NetIQ agents use each application’s API to extract more information than
is possible from simply reading a system’s event logs and System Monitor
counters, which is really all that MOM does today. As a result, NetIQ’s
XMPs (as well as other third-party offerings) will be the real added value
that makes MOM go over the top.
The
Down Side of Uptime |
Many organizations depend on server uptime as a key
metric. If you present a report to a group of people
interested in the uptime of a given set of servers and
you fail to include in your report that certain key
server services were down for a brief time during your
reporting period, are you lying when you say the server
was up?
Think about it this way. You're running an Exchange
server that gets a lot of use during the work week.

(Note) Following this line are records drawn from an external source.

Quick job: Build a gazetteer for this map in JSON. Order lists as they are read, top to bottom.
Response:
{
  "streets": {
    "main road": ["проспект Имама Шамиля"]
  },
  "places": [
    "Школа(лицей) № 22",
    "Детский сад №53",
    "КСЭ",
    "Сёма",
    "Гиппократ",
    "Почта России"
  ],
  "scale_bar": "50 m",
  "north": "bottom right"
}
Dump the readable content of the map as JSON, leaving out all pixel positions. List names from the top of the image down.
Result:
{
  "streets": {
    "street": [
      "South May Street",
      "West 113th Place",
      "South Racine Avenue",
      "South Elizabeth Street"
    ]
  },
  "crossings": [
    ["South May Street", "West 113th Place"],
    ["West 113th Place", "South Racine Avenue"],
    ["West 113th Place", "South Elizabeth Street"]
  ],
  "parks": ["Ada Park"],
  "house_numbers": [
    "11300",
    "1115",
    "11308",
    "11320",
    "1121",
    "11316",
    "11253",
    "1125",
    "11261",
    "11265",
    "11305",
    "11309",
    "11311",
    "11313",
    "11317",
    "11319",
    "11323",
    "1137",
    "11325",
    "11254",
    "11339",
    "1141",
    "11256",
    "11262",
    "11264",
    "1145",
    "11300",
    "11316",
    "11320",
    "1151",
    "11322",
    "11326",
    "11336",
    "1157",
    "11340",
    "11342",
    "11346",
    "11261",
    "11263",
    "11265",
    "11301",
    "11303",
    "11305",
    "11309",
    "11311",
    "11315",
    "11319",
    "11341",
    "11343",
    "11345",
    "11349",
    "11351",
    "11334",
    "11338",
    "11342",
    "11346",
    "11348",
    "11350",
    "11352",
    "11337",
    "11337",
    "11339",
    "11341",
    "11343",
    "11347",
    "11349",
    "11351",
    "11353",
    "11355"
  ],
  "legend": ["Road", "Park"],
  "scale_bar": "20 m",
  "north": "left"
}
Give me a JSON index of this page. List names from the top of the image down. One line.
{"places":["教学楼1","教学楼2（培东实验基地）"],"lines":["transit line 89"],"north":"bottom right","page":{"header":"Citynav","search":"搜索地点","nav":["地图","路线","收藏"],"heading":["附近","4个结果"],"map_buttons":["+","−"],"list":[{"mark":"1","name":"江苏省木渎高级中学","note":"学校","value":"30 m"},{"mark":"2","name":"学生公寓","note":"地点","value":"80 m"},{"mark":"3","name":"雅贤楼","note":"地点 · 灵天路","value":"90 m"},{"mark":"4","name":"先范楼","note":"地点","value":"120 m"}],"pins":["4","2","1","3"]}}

You check the server each morning: Yep, still up and
running. One morning you get a call telling you that
e-mail isn't working. You go to the server and, horrified,
figure out that one of the Exchange server services
has stopped, along with its dependent services, for
no apparent reason. Your heart skips a beat. What if
this thing's in the tank? Fortunately, you're able to
restart the services OK and get on with your life. The
logs reveal that the thing halted in the middle of the
night. E-mail services have been stopped for more than
five hours.
Does that episode count as a server outage? The server
was up the entire time-but what about its services?
Do you see the distinction? When you present your reports,
it doesn't mean diddly that your servers were up if
the crucial services they were supposed to run weren't
running for whatever reason. You technically still had
a server outage on your hands because-and here's the
key part-clients couldn't access the computer. That's
the real deal with uptime. Were clients able to utilize
the server? If not, even though the server was perfectly
operational the whole time, in actuality you had a server
outage on your hands. (Note that clients, in this context,
could imply another server needs to access your problem
box to do, say, a database lookup. If the service is
down, the server's out and your uptime reports need
to reflect it that way.)
I've actually had people who'll argue this uptime point
with me, even though it seems so blatantly obvious.
If the spring was broken on your garage door but the
electric garage door opener was perfectly operational,
would you say that you could still use the garage door?
No! It doesn't matter that the system is running if
a key operational component is down.
|
|
|
MOM also includes a Reporting tool with the capability of viewing reports
in chart or HTML format. Load-balancing and redundancy are fully supported.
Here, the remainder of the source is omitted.